(Given records)
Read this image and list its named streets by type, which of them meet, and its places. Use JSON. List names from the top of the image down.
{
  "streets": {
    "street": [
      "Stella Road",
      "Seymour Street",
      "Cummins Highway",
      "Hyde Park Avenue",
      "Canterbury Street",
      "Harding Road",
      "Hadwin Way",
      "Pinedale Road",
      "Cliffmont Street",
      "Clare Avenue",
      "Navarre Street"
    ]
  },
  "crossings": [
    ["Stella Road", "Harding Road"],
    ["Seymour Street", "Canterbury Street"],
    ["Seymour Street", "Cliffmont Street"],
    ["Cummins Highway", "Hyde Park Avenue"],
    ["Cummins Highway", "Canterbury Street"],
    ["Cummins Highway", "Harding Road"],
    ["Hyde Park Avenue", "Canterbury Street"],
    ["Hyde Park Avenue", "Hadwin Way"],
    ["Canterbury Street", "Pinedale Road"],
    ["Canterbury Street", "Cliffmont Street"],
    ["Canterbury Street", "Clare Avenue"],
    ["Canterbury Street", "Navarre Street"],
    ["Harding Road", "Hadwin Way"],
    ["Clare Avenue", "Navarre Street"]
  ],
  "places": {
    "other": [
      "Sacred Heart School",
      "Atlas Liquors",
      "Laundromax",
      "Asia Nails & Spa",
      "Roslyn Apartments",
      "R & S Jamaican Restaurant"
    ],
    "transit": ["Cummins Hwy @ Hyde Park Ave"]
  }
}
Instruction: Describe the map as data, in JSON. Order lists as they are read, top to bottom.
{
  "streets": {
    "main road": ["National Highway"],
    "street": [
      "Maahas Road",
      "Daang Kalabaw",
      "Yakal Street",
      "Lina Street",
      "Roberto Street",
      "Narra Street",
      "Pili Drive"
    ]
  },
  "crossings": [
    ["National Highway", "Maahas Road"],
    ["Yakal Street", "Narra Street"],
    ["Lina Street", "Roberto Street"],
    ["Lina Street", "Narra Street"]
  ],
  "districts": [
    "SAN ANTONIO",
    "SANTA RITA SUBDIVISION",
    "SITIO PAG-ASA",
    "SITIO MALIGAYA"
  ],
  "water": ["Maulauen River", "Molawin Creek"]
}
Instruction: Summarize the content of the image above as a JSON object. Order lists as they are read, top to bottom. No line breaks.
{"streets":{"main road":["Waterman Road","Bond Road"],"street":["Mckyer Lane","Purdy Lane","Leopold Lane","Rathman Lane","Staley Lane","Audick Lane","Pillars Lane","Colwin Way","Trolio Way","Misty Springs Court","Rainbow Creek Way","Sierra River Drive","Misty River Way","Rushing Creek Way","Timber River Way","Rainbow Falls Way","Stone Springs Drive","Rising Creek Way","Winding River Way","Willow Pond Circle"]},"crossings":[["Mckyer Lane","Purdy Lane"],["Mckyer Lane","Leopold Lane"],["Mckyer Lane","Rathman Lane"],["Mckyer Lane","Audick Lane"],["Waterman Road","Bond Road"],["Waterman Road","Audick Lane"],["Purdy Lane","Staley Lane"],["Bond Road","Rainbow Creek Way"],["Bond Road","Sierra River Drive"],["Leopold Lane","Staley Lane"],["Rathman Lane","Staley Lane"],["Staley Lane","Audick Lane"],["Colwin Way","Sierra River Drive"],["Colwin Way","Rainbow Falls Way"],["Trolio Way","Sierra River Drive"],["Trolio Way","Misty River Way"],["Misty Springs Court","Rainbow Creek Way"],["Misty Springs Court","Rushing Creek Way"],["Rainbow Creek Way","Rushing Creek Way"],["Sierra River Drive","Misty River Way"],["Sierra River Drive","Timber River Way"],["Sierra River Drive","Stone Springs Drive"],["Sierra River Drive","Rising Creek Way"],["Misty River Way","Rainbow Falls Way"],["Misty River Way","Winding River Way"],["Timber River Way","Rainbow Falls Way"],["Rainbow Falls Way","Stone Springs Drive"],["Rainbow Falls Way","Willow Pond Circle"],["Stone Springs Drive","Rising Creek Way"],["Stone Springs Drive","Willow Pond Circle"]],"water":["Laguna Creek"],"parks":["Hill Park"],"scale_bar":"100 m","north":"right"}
(End Given records)
Only lines holding the word "Roberto" are wanted; copy each one from the listing.

### Task answer
      "Roberto Street",
    ["Lina Street", "Roberto Street"],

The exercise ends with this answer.